To do: Write out the entries again exactly as they are given.

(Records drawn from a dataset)
+++++

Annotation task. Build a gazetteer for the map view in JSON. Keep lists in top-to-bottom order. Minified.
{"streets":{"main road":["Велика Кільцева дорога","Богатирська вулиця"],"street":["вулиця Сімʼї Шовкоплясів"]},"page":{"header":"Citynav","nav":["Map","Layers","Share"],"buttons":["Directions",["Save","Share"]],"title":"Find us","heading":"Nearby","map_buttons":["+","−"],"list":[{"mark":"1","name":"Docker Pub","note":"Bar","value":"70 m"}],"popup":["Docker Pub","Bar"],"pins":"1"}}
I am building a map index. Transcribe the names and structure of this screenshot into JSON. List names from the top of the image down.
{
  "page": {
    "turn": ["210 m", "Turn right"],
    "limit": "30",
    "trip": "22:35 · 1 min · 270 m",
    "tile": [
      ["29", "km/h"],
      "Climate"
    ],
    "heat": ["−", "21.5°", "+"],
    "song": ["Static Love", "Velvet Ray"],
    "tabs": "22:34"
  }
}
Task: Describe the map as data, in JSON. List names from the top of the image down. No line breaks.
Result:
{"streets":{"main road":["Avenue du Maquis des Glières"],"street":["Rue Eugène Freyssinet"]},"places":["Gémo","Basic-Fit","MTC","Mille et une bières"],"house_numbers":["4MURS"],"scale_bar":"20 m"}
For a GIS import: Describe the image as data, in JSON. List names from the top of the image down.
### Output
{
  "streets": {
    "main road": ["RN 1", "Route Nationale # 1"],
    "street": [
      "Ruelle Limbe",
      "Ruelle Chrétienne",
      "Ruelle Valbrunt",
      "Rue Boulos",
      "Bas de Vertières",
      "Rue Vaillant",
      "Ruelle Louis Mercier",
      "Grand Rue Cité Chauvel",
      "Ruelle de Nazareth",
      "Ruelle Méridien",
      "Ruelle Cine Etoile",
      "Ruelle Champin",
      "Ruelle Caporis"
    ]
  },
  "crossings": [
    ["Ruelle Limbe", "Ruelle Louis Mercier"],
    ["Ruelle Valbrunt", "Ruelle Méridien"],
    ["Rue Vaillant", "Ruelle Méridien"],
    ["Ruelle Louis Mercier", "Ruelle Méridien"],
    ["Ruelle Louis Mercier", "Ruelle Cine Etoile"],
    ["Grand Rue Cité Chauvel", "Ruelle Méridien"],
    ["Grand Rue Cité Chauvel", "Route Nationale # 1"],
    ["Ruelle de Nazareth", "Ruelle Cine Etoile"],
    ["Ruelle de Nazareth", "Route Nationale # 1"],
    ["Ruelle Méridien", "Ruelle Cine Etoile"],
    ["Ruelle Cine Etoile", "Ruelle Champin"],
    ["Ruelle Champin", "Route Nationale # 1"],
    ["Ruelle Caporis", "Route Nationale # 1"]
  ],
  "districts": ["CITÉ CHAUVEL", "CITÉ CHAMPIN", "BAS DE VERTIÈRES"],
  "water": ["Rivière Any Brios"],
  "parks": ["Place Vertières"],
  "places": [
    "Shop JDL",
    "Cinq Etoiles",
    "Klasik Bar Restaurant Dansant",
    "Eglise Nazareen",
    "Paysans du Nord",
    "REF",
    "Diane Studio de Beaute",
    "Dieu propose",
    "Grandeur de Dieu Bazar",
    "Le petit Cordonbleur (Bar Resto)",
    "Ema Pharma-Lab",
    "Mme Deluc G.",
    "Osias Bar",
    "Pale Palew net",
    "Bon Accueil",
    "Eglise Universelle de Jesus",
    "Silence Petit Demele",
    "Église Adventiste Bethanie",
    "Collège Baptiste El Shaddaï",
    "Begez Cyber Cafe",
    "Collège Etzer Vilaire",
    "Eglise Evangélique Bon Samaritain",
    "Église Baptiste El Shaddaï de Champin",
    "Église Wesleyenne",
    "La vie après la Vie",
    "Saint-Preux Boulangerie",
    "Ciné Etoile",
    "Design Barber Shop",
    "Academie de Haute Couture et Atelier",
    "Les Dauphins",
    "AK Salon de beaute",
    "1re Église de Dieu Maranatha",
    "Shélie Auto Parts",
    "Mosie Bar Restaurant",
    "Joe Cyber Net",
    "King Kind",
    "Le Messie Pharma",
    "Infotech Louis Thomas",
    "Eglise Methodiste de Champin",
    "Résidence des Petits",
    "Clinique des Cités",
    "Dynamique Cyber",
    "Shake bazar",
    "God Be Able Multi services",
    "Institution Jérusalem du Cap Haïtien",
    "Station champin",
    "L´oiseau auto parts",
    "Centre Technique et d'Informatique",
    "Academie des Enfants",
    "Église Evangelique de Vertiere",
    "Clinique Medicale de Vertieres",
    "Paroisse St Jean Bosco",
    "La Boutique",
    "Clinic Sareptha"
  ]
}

+++++

Result of this task:
Annotation task. Build a gazetteer for the map view in JSON. Keep lists in top-to-bottom order. Minified.
{"streets":{"main road":["Велика Кільцева дорога","Богатирська вулиця"],"street":["вулиця Сімʼї Шовкоплясів"]},"page":{"header":"Citynav","nav":["Map","Layers","Share"],"buttons":["Directions",["Save","Share"]],"title":"Find us","heading":"Nearby","map_buttons":["+","−"],"list":[{"mark":"1","name":"Docker Pub","note":"Bar","value":"70 m"}],"popup":["Docker Pub","Bar"],"pins":"1"}}
I am building a map index. Transcribe the names and structure of this screenshot into JSON. List names from the top of the image down.
{
  "page": {
    "turn": ["210 m", "Turn right"],
    "limit": "30",
    "trip": "22:35 · 1 min · 270 m",
    "tile": [
      ["29", "km/h"],
      "Climate"
    ],
    "heat": ["−", "21.5°", "+"],
    "song": ["Static Love", "Velvet Ray"],
    "tabs": "22:34"
  }
}
Task: Describe the map as data, in JSON. List names from the top of the image down. No line breaks.
Result:
{"streets":{"main road":["Avenue du Maquis des Glières"],"street":["Rue Eugène Freyssinet"]},"places":["Gémo","Basic-Fit","MTC","Mille et une bières"],"house_numbers":["4MURS"],"scale_bar":"20 m"}
For a GIS import: Describe the image as data, in JSON. List names from the top of the image down.
### Output
{
  "streets": {
    "main road": ["RN 1", "Route Nationale # 1"],
    "street": [
      "Ruelle Limbe",
      "Ruelle Chrétienne",
      "Ruelle Valbrunt",
      "Rue Boulos",
      "Bas de Vertières",
      "Rue Vaillant",
      "Ruelle Louis Mercier",
      "Grand Rue Cité Chauvel",
      "Ruelle de Nazareth",
      "Ruelle Méridien",
      "Ruelle Cine Etoile",
      "Ruelle Champin",
      "Ruelle Caporis"
    ]
  },
  "crossings": [
    ["Ruelle Limbe", "Ruelle Louis Mercier"],
    ["Ruelle Valbrunt", "Ruelle Méridien"],
    ["Rue Vaillant", "Ruelle Méridien"],
    ["Ruelle Louis Mercier", "Ruelle Méridien"],
    ["Ruelle Louis Mercier", "Ruelle Cine Etoile"],
    ["Grand Rue Cité Chauvel", "Ruelle Méridien"],
    ["Grand Rue Cité Chauvel", "Route Nationale # 1"],
    ["Ruelle de Nazareth", "Ruelle Cine Etoile"],
    ["Ruelle de Nazareth", "Route Nationale # 1"],
    ["Ruelle Méridien", "Ruelle Cine Etoile"],
    ["Ruelle Cine Etoile", "Ruelle Champin"],
    ["Ruelle Champin", "Route Nationale # 1"],
    ["Ruelle Caporis", "Route Nationale # 1"]
  ],
  "districts": ["CITÉ CHAUVEL", "CITÉ CHAMPIN", "BAS DE VERTIÈRES"],
  "water": ["Rivière Any Brios"],
  "parks": ["Place Vertières"],
  "places": [
    "Shop JDL",
    "Cinq Etoiles",
    "Klasik Bar Restaurant Dansant",
    "Eglise Nazareen",
    "Paysans du Nord",
    "REF",
    "Diane Studio de Beaute",
    "Dieu propose",
    "Grandeur de Dieu Bazar",
    "Le petit Cordonbleur (Bar Resto)",
    "Ema Pharma-Lab",
    "Mme Deluc G.",
    "Osias Bar",
    "Pale Palew net",
    "Bon Accueil",
    "Eglise Universelle de Jesus",
    "Silence Petit Demele",
    "Église Adventiste Bethanie",
    "Collège Baptiste El Shaddaï",
    "Begez Cyber Cafe",
    "Collège Etzer Vilaire",
    "Eglise Evangélique Bon Samaritain",
    "Église Baptiste El Shaddaï de Champin",
    "Église Wesleyenne",
    "La vie après la Vie",
    "Saint-Preux Boulangerie",
    "Ciné Etoile",
    "Design Barber Shop",
    "Academie de Haute Couture et Atelier",
    "Les Dauphins",
    "AK Salon de beaute",
    "1re Église de Dieu Maranatha",
    "Shélie Auto Parts",
    "Mosie Bar Restaurant",
    "Joe Cyber Net",
    "King Kind",
    "Le Messie Pharma",
    "Infotech Louis Thomas",
    "Eglise Methodiste de Champin",
    "Résidence des Petits",
    "Clinique des Cités",
    "Dynamique Cyber",
    "Shake bazar",
    "God Be Able Multi services",
    "Institution Jérusalem du Cap Haïtien",
    "Station champin",
    "L´oiseau auto parts",
    "Centre Technique et d'Informatique",
    "Academie des Enfants",
    "Église Evangelique de Vertiere",
    "Clinique Medicale de Vertieres",
    "Paroisse St Jean Bosco",
    "La Boutique",
    "Clinic Sareptha"
  ]
}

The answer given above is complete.